Databases Reference
In-Depth Information
This leads us to another major technical challenge for the Query Optimizer: accurate
cost and cardinality estimation. Since a cost-based optimizer selects the execution plan
with the lowest cost, the quality of the plan selection is only as good as the accuracy of
the optimizer's cost and cardinality estimations. Even supposing that time is not a
concern, and that the query optimizer can analyze the entire search space without a
problem, cardinality and cost estimation errors can still make a query optimizer select
the wrong plan. Cost estimation models are inherently inexact, as they do not consider
all of the hardware conditions, and must necessarily make certain assumptions about
the environment.
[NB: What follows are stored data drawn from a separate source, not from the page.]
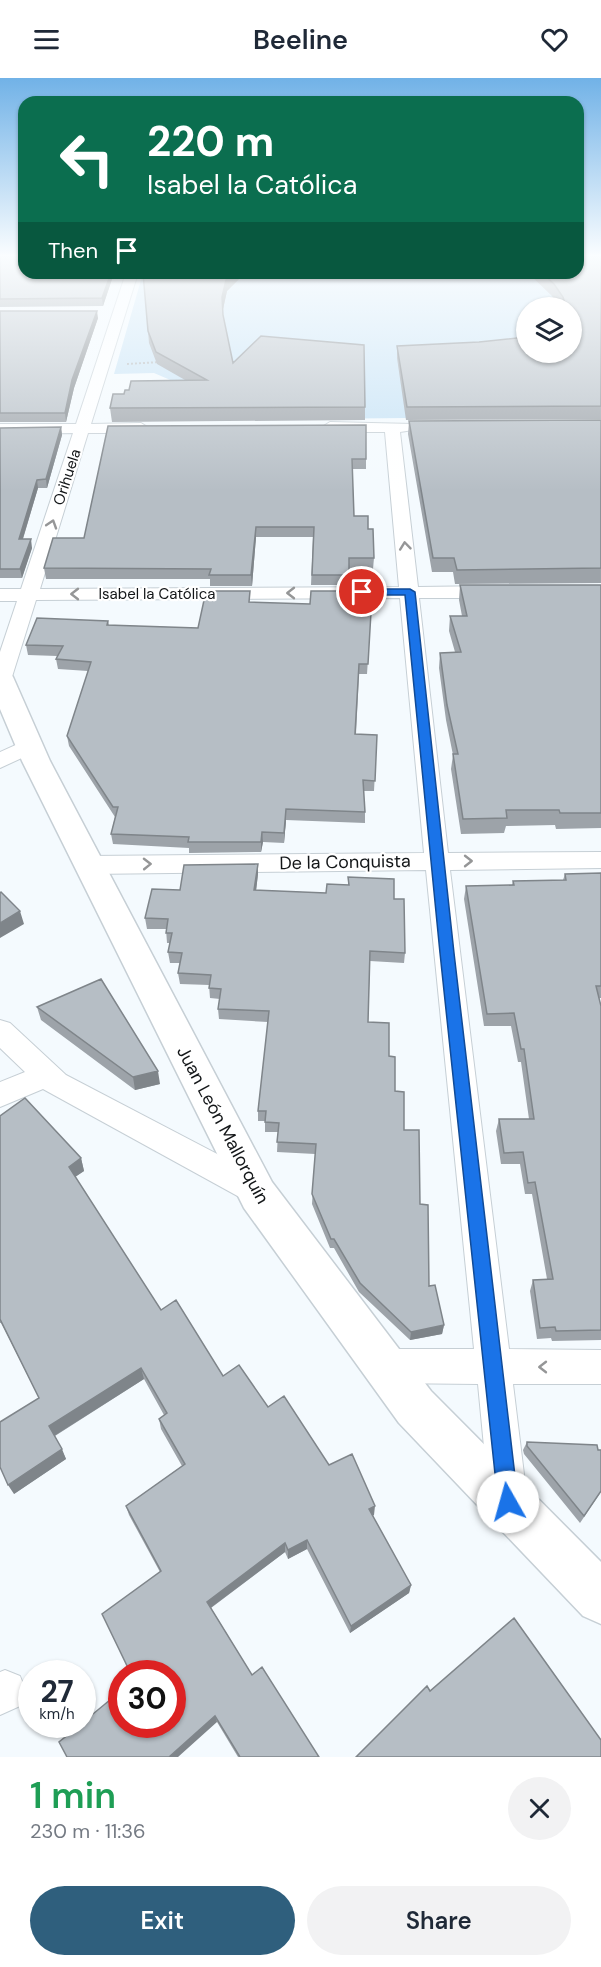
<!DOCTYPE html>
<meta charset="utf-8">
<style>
body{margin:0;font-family:"DM Sans",sans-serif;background:#f2f2f3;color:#1f2937;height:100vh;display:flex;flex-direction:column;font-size:22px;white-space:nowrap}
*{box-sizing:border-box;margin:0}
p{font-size:20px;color:#747a83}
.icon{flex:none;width:33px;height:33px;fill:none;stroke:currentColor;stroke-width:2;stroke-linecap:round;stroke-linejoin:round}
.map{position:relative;height:1679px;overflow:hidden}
.sheet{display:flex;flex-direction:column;background:#fff;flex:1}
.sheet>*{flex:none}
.top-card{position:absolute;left:18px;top:18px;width:566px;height:183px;border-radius:18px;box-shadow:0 2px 4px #0004;background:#0b6e4f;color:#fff;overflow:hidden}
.fabs{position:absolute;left:516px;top:219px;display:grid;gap:12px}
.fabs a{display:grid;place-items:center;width:66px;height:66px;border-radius:50%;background:#fff;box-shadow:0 2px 4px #0004;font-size:30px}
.speed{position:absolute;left:18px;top:1582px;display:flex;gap:12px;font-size:30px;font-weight:700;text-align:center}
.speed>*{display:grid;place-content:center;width:78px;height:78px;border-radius:50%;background:#fff;box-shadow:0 2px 4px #0004;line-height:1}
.speed small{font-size:15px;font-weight:400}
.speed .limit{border:9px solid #d22;background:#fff;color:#111}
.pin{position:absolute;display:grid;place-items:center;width:51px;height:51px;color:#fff;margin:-26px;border:3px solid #fff;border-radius:50%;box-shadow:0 2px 6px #0007}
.me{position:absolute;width:66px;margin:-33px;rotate:353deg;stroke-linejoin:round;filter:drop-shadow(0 0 4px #0008)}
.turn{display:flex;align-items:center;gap:21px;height:126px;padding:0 30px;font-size:27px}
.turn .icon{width:78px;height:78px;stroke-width:2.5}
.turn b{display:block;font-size:42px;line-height:51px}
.then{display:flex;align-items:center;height:57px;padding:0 30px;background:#0003;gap:12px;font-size:22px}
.round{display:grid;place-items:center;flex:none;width:63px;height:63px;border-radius:32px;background:#f2f2f3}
.overview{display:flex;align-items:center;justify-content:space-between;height:102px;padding:0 30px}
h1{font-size:36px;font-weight:600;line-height:45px;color:#1e9e55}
.primary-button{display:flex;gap:12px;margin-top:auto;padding:12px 30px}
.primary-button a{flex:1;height:69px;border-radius:36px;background:#2f5f7d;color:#fff;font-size:24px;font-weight:600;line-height:69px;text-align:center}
.primary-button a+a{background:#f2f2f3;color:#1f2937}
header{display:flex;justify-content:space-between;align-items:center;height:78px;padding:0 30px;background:#fff;font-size:27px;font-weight:600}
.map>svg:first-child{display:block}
.green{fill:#c6e2f5;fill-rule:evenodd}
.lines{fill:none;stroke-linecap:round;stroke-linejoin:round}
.minor-casing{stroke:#c6cfd5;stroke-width:2}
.tertiary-casing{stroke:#c6cfd5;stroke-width:3}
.path{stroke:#aeb3b6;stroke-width:2;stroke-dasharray:2 2;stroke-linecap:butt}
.minor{fill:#fff;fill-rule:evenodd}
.tertiary{fill:#fff;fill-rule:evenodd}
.wall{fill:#9da3a9}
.shaded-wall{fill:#7f858a}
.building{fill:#b6bec5;stroke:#7f858a;stroke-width:1.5}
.oneway{stroke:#959697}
.route{fill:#1a73e8;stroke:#114b97;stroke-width:1.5}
.labels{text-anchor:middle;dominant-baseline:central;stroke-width:4.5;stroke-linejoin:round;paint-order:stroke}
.far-street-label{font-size:15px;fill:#131618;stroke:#fff}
.street-label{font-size:18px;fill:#131618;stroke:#fff}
</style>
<header><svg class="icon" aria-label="menu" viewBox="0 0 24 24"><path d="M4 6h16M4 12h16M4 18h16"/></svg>Beeline<svg class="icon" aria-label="heart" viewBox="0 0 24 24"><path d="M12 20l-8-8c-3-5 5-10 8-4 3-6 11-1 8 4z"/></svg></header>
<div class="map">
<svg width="601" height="1679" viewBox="0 0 601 1679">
<rect width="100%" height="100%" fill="#f4fafe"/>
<path class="green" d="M143,195H578L601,338L208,342L210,319L154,295L114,296ZM526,230H572V274H526Z"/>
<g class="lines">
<defs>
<path id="minor" d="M126,195H138L91,346L141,345L149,350L141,355H88L40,511L399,509L385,354H330L322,349L330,344L413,346L416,349L413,352L400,354L418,509L493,508L500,510L502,514L500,518L493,520H419L448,775L601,774V790L450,792L509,1271L601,1272V1306H513L527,1421L521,1434L508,1440L495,1434L489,1421L478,1306L385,1305L373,1300L368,1288L373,1276L385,1271H474L426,792L89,796L80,793L77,787L80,781L89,778L424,775L400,520L36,522L11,602L8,606L0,608V574L17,523H0V511H21L73,355L0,356V346H76Z
M29,661L37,663L40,668L37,673L0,690V674Z
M0,942L10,945L66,997L265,1101L270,1111L265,1121L254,1125L243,1121L43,1011L0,1029V1004L25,994L0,970Z
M5,1592L20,1598L26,1613L20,1628L0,1637V1594Z"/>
<path id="tertiary" d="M0,591L9,593L13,599L50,683L272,1104L431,1313L601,1484V1546L583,1538L399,1345L244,1130L22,683L0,631Z"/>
</defs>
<use href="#minor" class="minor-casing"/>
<use href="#tertiary" class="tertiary-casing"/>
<path class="path" d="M127,286L159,284"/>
<use href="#minor" class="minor"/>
<use href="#tertiary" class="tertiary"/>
</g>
<path class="wall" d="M0,178L114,195L103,228L0,229Z
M601,178V341L406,342L397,280V268L572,274V230H560L552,218L528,195H578Z
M143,195H245L227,213L223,231V239L233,285L365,329V342L112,344L110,330L124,316L129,312L185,302L157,286L149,265Z
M0,233L98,240L74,310L66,344H0Z
M601,342V505L455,506L453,494H432L408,356L409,343Z
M108,348L366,381V391H352L354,438L368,451L374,480L373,491L349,490V507H311L313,459H256L252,508H210V501H46L44,490L84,460Z
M61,349L62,357L47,410H38L23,461L32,470L22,500H0V350Z
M460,507H601V750L556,751L555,747L506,748L504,755L461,756L451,691L453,677L446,642L439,590L440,575L455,574L449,553L450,538H462L459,522Z
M250,524L350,533L371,534L367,596H359L356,656L377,657L374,713H363L365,734V745L286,742L284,765L263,764L261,774L189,775V770L113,766L111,756L115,739L69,668L67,658L88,593L58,591L56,581L57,578L28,577L26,567L108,543L109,547L198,550Z
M601,795V920H599L601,928V1262L552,1263L551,1260L537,1261L530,1213L533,1202L547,1201L532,1116H525L520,1086H501L496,1053L499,1041H529L521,984H518L511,948H484L464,821L466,808L512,807L513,803L563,802L565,796Z
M258,796L256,812L326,815L348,807V799L394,821L405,875L404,885L370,883L368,944L389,978L395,1013L404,1052L420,1126L429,1208L444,1247L442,1256L410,1262L359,1214L334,1170H330L312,1126L315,1076L277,1074L278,1054H265V1043H258V1033L268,944L219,941L218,931L220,921L210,920L209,907L180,906L178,895L180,885H170L168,874L170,865H167L166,851H147L145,840L180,812Z
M37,929L160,1006L135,1012L41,942Z
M0,1038L81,1080L84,1093L75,1099L161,1232L223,1298L268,1329L329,1387L374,1437L372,1438L411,1507L409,1515L350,1555L307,1471L288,1481L285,1474L211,1530L252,1597L319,1679H238L217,1644L172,1647L160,1494L129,1437L126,1428L182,1388L161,1351L159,1341L164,1337L144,1301L55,1358L66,1381L14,1416L39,1320L1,1245H0Z
M527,1364L601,1372V1414L580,1445L524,1376L523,1372Z"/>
<path class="shaded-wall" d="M111,195H114L103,228L102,220Z
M233,195H245L227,213L223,231L222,219L226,202Z
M97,233L98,240L74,310L66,344L65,335L72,302Z
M61,349L62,357L47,410L46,401Z
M37,402L38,410L20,470L19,461Z
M256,449V459L252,508L251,497Z
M31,461L32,470L22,500L20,491Z
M286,731V742L284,765V755Z
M262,754L263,764L261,774V764Z
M258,786V796L255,822L254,812Z
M20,833L24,846L0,860V845Z
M158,993L160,1006L135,1012L133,999Z
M81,1080L84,1093L72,1101L69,1089Z
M444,1247L442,1256L410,1262L411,1254Z
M141,1290L144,1301L54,1358L49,1348Z
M62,1371L66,1381L14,1416L8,1407Z
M375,1428L374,1437L367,1440L369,1431Z
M307,1462V1471L288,1481V1472Z
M285,1465V1474L209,1531L207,1524Z
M411,1507L409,1515L350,1555L351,1548Z
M215,1638L217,1644L178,1679H169Z"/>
<path class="building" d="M0,178H24V195H111L102,220L0,221Z
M578,178H601V328L407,329L397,268L479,264L526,259V274H572V254H573L572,250V230H566L563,219L554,206L542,195H578Z
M143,195H233L226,202L222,219L223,237L233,285L261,258L364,267L365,329L110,330L113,316H124L125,312H129L131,303L207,302L156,274L148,253Z
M0,233H97L72,302L65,335H0Z
M601,342V490L457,492L454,480H433L409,343Z
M366,347V381H352L354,438H368V451H373L374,480H349V497H312L314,449H256L251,497H209L211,491L44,490L53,460H84L108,348Z
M61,349L46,401L37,402L19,461H31L20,491H0V350Z
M460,507H601V735H560L559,732H506L507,740L463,741L453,676H458L447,627L440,575L461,574L450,538H467Z
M206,513H250L249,524L310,526L311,513H349L350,533L371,534L368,586H359L355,656L377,657L375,703L363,702L365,734L286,731L284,755L262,754L261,764H188L189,759L111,756L118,729H113L67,658L91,584L56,581L63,568L26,567L37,540L108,543L107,547L198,550Z
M258,786L254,812L326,815L327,806L349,807L348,799L394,801V821H404L405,875L370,873L368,944L389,945V978L395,979V1013L404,1014V1052H419L420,1126L428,1127L429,1208L435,1207L444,1247L411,1254L360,1205L334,1161H331L312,1116L316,1066L277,1064L279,1045L265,1044L266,1033H258L269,933L218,931L221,911L209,910L211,897L178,895L182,875L168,874L172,855H166L168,841L145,840L152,811L180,812L184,787Z
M601,795V908H596L601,928V1252L556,1253L555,1249L540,1250L533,1202L553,1201L535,1104L528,1105L523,1074L504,1075L499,1041H534L524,971H521L514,935L487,936L466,808L514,807L513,803L566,802L565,796Z
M1,814L20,833L0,845V815Z
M101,901L158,993L133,999L37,929Z
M25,1020L81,1080L69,1089L161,1232L176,1222L223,1298L239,1287L268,1329L284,1318L329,1387L352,1376L375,1428L369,1431L411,1507L351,1548L307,1462L288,1472L285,1465L207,1524L252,1597L262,1589L319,1679H240L215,1638L169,1679H67L59,1664L80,1647H82V1645L122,1612V1647H172V1596H131L102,1536L161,1493L126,1428L185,1386L159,1341L167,1335L141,1290L49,1348L62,1371L8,1407L0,1389V1344L39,1320L0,1241V1038Z
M527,1364L597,1367L598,1372H601V1413L584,1438L527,1368Z
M514,1540L601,1662V1679H356L427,1608L430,1613Z"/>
<defs><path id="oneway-chevron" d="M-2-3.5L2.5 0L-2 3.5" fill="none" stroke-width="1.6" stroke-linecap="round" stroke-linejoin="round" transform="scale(1.5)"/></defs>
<g class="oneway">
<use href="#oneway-chevron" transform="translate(52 446) rotate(-72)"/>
<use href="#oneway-chevron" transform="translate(405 468) rotate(-96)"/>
<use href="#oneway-chevron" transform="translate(291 515) rotate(180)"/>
<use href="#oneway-chevron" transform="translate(75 516) rotate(180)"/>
<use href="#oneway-chevron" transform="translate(468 783)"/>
<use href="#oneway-chevron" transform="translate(147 786) rotate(-1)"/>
<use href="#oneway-chevron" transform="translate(543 1289) rotate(-180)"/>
</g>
<linearGradient id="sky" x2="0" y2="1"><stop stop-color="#71b2e7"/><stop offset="0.43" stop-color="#fafdff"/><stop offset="1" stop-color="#fafdff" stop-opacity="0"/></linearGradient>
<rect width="601" height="413" fill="url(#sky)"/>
<path class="route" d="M362,511H410L415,514L454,875L518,1424L515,1431L508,1434L501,1431L498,1424L440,875L405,517H359V512Z"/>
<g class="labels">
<g class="far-street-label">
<text transform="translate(67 399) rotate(-72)">Orihuela</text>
<text x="157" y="516">Isabel la Católica</text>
</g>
<g class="street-label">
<text transform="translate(345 784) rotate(-1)">De la Conquista</text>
<text transform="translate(223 1047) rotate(62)">Juan León Mallorquín</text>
</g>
</g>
</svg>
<div class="fabs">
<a><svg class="icon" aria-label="layers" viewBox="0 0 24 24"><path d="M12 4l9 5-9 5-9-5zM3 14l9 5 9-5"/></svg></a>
</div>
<div class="speed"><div>27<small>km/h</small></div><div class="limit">30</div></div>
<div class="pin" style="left:362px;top:514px;background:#d93025"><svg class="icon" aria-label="arrive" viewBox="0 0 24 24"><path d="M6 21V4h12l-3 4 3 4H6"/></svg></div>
<svg class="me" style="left:508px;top:1424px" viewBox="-20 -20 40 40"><circle r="19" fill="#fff"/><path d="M0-13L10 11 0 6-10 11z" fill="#1a73e8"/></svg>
<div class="top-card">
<div class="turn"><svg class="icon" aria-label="left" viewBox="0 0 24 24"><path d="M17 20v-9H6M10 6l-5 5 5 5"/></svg><div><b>220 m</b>Isabel la Católica</div></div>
<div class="then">Then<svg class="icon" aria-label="arrive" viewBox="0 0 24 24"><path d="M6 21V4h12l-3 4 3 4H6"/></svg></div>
</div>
</div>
<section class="sheet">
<div class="overview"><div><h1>1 min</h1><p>230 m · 11:36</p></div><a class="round"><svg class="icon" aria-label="close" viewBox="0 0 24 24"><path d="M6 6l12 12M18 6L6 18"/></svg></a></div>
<div class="primary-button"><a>Exit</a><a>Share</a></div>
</section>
For example, the costing model assumes that every query starts with a
cold cache (i.e. that its data is read from disk and not from memory) and this assumption
could lead to costing estimation errors in some cases. In addition, cost estimation
relies on cardinality estimation, which is also inexact and has some known limitations,
especially when it comes to the estimation of the intermediate results in a plan. On top of
all that, there are some operations which are not covered by the mathematical model of
the cardinality estimation component, which has to resort to guess logic or heuristics to
deal with these situations. Cardinality and cost estimation will be covered in more detail
in Chapter 3 , Statistics and Cost Estimation .
A historical perspective
We've seen some of the challenges query optimizers still face today, but these
imperfections are not for want of time or research. One of these earliest works
describing a cost-based query optimizer was Access Path Selection in a Relational
Database Management System , published in 1979 by Pat Selinger et al., to describe the
query optimizer for an experimental database management system developed in 1975
at what is now the IBM Almaden Research Center. This database management system,
called "System R," advanced the field of query optimization by introducing the use of cost-
based query optimization, the use of statistics, an efficient method of determining join
orders, and the addition of CPU cost to the optimizer's cost estimation formulae.